Would you set down each line of the data below exactly?

Source data
++++

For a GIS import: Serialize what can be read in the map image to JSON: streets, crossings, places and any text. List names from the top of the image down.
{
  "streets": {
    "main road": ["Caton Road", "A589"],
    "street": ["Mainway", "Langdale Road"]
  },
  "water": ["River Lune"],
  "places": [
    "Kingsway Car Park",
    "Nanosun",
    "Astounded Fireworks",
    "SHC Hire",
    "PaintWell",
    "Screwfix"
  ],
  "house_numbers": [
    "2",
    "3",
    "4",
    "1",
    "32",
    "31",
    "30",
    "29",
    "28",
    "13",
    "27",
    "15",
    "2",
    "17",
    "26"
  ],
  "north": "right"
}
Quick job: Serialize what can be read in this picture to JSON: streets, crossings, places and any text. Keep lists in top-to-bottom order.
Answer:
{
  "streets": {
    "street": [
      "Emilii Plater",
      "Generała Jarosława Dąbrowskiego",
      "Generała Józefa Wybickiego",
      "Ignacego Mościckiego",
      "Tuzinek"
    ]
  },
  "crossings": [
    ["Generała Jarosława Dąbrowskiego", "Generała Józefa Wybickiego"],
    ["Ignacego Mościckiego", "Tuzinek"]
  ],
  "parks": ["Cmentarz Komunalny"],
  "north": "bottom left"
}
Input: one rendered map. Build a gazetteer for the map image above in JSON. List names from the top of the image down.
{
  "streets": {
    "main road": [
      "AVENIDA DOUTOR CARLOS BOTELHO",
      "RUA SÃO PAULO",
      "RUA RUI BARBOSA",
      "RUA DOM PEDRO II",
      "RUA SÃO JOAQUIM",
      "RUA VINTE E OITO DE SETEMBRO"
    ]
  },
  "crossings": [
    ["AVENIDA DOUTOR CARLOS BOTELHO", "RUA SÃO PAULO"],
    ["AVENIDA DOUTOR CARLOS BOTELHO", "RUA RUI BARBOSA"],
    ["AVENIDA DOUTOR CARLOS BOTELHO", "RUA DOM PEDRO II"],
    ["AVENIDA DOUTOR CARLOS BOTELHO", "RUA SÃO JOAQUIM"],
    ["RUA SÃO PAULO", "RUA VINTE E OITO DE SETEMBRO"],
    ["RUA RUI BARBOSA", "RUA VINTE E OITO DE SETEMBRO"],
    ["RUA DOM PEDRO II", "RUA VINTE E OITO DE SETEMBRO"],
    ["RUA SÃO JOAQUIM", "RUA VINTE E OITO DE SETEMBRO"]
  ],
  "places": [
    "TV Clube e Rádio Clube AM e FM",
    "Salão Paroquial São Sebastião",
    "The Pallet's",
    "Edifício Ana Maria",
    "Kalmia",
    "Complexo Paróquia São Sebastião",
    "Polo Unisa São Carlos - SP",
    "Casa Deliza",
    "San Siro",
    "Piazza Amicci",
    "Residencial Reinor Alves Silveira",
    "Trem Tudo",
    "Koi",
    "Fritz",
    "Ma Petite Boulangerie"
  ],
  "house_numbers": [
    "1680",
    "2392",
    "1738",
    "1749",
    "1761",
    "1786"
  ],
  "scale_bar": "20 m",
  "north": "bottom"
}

++++

ANSWER SECTION:
For a GIS import: Serialize what can be read in the map image to JSON: streets, crossings, places and any text. List names from the top of the image down.
{
  "streets": {
    "main road": ["Caton Road", "A589"],
    "street": ["Mainway", "Langdale Road"]
  },
  "water": ["River Lune"],
  "places": [
    "Kingsway Car Park",
    "Nanosun",
    "Astounded Fireworks",
    "SHC Hire",
    "PaintWell",
    "Screwfix"
  ],
  "house_numbers": [
    "2",
    "3",
    "4",
    "1",
    "32",
    "31",
    "30",
    "29",
    "28",
    "13",
    "27",
    "15",
    "2",
    "17",
    "26"
  ],
  "north": "right"
}
Quick job: Serialize what can be read in this picture to JSON: streets, crossings, places and any text. Keep lists in top-to-bottom order.
Answer:
{
  "streets": {
    "street": [
      "Emilii Plater",
      "Generała Jarosława Dąbrowskiego",
      "Generała Józefa Wybickiego",
      "Ignacego Mościckiego",
      "Tuzinek"
    ]
  },
  "crossings": [
    ["Generała Jarosława Dąbrowskiego", "Generała Józefa Wybickiego"],
    ["Ignacego Mościckiego", "Tuzinek"]
  ],
  "parks": ["Cmentarz Komunalny"],
  "north": "bottom left"
}
Input: one rendered map. Build a gazetteer for the map image above in JSON. List names from the top of the image down.
{
  "streets": {
    "main road": [
      "AVENIDA DOUTOR CARLOS BOTELHO",
      "RUA SÃO PAULO",
      "RUA RUI BARBOSA",
      "RUA DOM PEDRO II",
      "RUA SÃO JOAQUIM",
      "RUA VINTE E OITO DE SETEMBRO"
    ]
  },
  "crossings": [
    ["AVENIDA DOUTOR CARLOS BOTELHO", "RUA SÃO PAULO"],
    ["AVENIDA DOUTOR CARLOS BOTELHO", "RUA RUI BARBOSA"],
    ["AVENIDA DOUTOR CARLOS BOTELHO", "RUA DOM PEDRO II"],
    ["AVENIDA DOUTOR CARLOS BOTELHO", "RUA SÃO JOAQUIM"],
    ["RUA SÃO PAULO", "RUA VINTE E OITO DE SETEMBRO"],
    ["RUA RUI BARBOSA", "RUA VINTE E OITO DE SETEMBRO"],
    ["RUA DOM PEDRO II", "RUA VINTE E OITO DE SETEMBRO"],
    ["RUA SÃO JOAQUIM", "RUA VINTE E OITO DE SETEMBRO"]
  ],
  "places": [
    "TV Clube e Rádio Clube AM e FM",
    "Salão Paroquial São Sebastião",
    "The Pallet's",
    "Edifício Ana Maria",
    "Kalmia",
    "Complexo Paróquia São Sebastião",
    "Polo Unisa São Carlos - SP",
    "Casa Deliza",
    "San Siro",
    "Piazza Amicci",
    "Residencial Reinor Alves Silveira",
    "Trem Tudo",
    "Koi",
    "Fritz",
    "Ma Petite Boulangerie"
  ],
  "house_numbers": [
    "1680",
    "2392",
    "1738",
    "1749",
    "1761",
    "1786"
  ],
  "scale_bar": "20 m",
  "north": "bottom"
}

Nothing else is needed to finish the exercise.